**Directions:**
Everything in the records below except the images should be output exactly as written.

========================

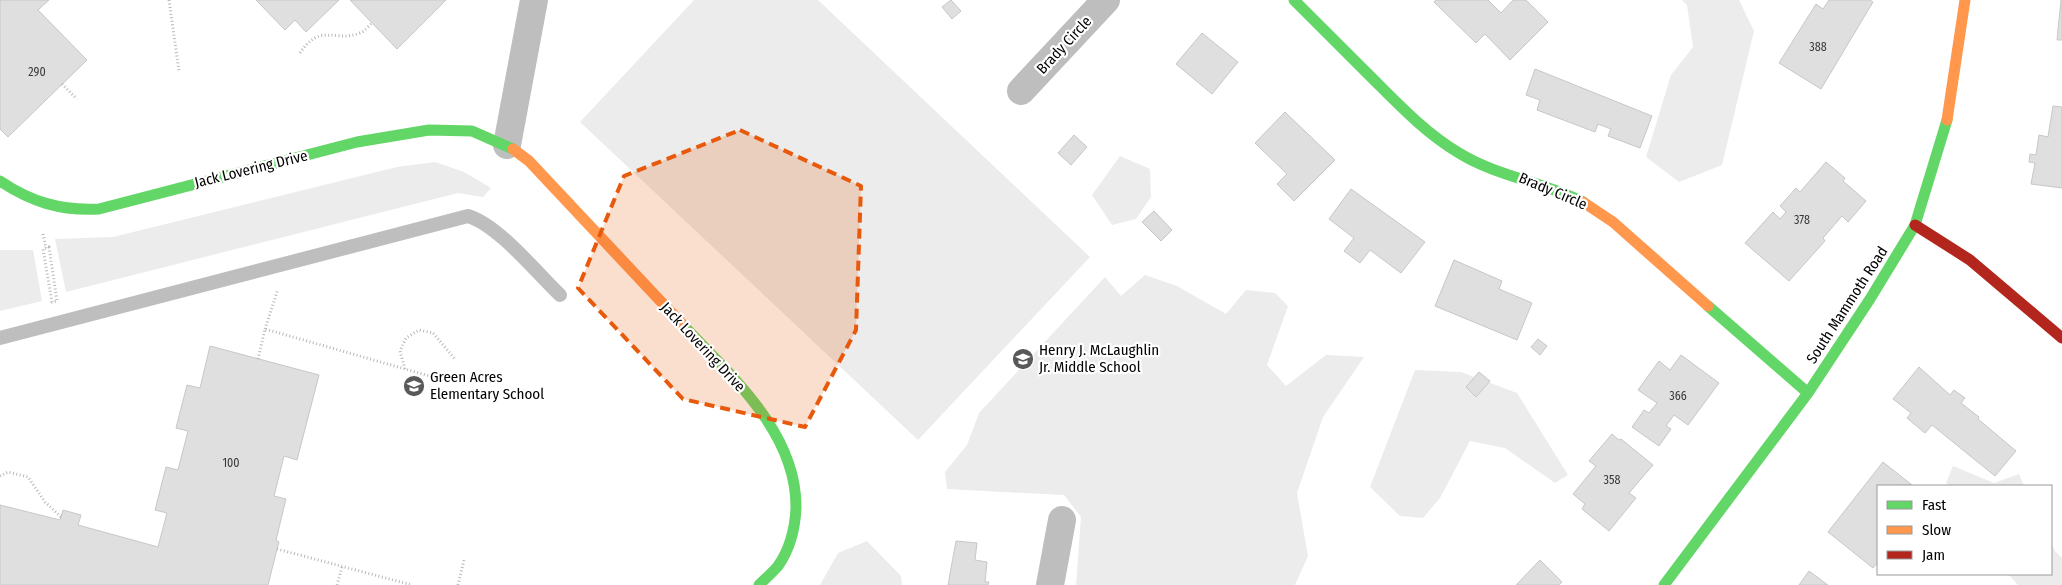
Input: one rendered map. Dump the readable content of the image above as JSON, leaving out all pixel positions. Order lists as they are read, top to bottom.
{
  "streets": {
    "street": ["Brady Circle", "Jack Lovering Drive", "South Mammoth Road"]
  },
  "crossings": [
    ["Brady Circle", "South Mammoth Road"]
  ],
  "places": {
    "school or university": ["Henry J. McLaughlin Jr. Middle School", "Green Acres Elementary School"]
  },
  "house_numbers": [
    "388",
    "290",
    "378",
    "366",
    "100",
    "358"
  ],
  "legend": ["Fast", "Slow", "Jam"]
}
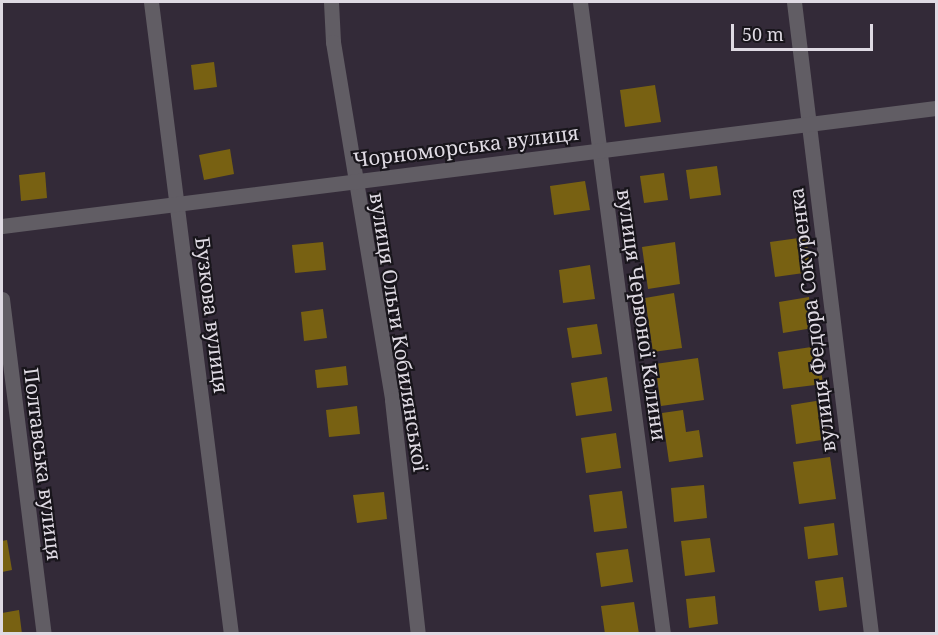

========================

**Problem solution:**
Input: one rendered map. Dump the readable content of the image above as JSON, leaving out all pixel positions. Order lists as they are read, top to bottom.
{
  "streets": {
    "street": ["Brady Circle", "Jack Lovering Drive", "South Mammoth Road"]
  },
  "crossings": [
    ["Brady Circle", "South Mammoth Road"]
  ],
  "places": {
    "school or university": ["Henry J. McLaughlin Jr. Middle School", "Green Acres Elementary School"]
  },
  "house_numbers": [
    "388",
    "290",
    "378",
    "366",
    "100",
    "358"
  ],
  "legend": ["Fast", "Slow", "Jam"]
}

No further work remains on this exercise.